Risultati positivi per la Camera di Commercio nel 2013. Nonostante un calo del 3% del gettito da Diritto annuale, sono aumentati del 9% gli interventi economici, che hanno raggiunto i 6 milioni di euro, il 9% in più rispetto al 2013, e sono andati a finanziare principalmente l’accesso al credito e l’internazionalizzazione delle piccole imprese.
A giocare a favore di questo bilancio il contenimento dei costi del personale, la riduzione dei costi di funzionamento e una gestione attenta del patrimonio.
La filosofia insomma, come hanno spiegato il presidente Pierfrancesco Pacini e il segretario generale Cristina Martelli, è quella del “fare di più e meglio, con costi minori”. E in questo quadro rientra anche la fusione delle due aziende della Camera, PAI (Pisa Ambiente e Innovazione) e ASSEFI, completata nel corso del 2013.
Gli interventi economici: 2 milioni e 858 mila euro sono stati destinati per favorire l’accesso al credito: a beneficiarne oltre 500 imprese per l’abbattimento degli interessi garantiti da Confidi, per il microcredito e per gli investimenti a costo perduto (1,5 milioni di euro le risorse destinate a questa voce).
Circa 2 milioni di euro (500 mila euro in più del 2014) sono andati all’internazionalizzazione e alla promozione turistico commerciale.
Più di 300 gli imprenditori a cui ASSEFI ha erogato formazione e circa mille le persone interessate ad avviare un’impresa che hanno ricevuto assistenza. A cui si aggiungono centinaia di studenti coinvolti nei percorsi di alternanza scuola-lavoro.
Positivo il bilancio dell’attività della Camera di Commercio di Pisa dal 2009 al 2013. Gli interventi economici sono aumentati del 57%, mentre sono scesi il costo del personale (-7%) e i costi di funzionamento (-42%).
Sullo sfondo l’ipotesi di riforma delle Camere.

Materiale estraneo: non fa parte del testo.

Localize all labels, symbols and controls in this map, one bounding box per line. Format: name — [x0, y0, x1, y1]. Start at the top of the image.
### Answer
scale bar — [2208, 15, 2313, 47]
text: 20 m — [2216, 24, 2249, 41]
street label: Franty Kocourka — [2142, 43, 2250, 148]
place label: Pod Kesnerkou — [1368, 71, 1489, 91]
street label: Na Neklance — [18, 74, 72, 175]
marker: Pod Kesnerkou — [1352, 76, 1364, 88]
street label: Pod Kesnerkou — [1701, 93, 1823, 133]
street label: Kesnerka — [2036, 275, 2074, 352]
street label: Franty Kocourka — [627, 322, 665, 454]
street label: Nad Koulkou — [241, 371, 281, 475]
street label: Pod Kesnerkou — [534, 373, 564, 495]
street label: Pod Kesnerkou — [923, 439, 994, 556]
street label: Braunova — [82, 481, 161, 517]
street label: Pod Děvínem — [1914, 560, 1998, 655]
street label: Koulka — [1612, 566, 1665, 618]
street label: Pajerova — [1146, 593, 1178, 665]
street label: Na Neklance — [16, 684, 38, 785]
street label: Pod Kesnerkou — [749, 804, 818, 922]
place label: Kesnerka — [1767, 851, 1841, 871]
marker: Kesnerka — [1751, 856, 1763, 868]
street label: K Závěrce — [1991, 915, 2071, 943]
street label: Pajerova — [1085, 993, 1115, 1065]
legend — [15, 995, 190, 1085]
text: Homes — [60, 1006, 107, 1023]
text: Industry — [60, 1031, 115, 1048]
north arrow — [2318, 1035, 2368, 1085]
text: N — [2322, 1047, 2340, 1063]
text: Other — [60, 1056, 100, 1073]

Un’ipotesi non osteggiata ma che, nelle proposte avanzate di recente, lascia perplessi non solo il presidente e il segretario generale di Pisa. A preoccupare sono le recenti dichiarazioni del Governo e del Presidente del Consiglio di un eliminazione dell’obbligo per le imprese di iscrizione alle Camere di Commercio. Un’iscrizione, tengono a precisare “non obbligatoria”, laddove invece ad essere obbligatorio è il diritto annuale che le imprese pagano alla Camera di Commercio e che rappresenta il 70% delle entrate (a Pisa la media del tributo è di 200 euro a impresa).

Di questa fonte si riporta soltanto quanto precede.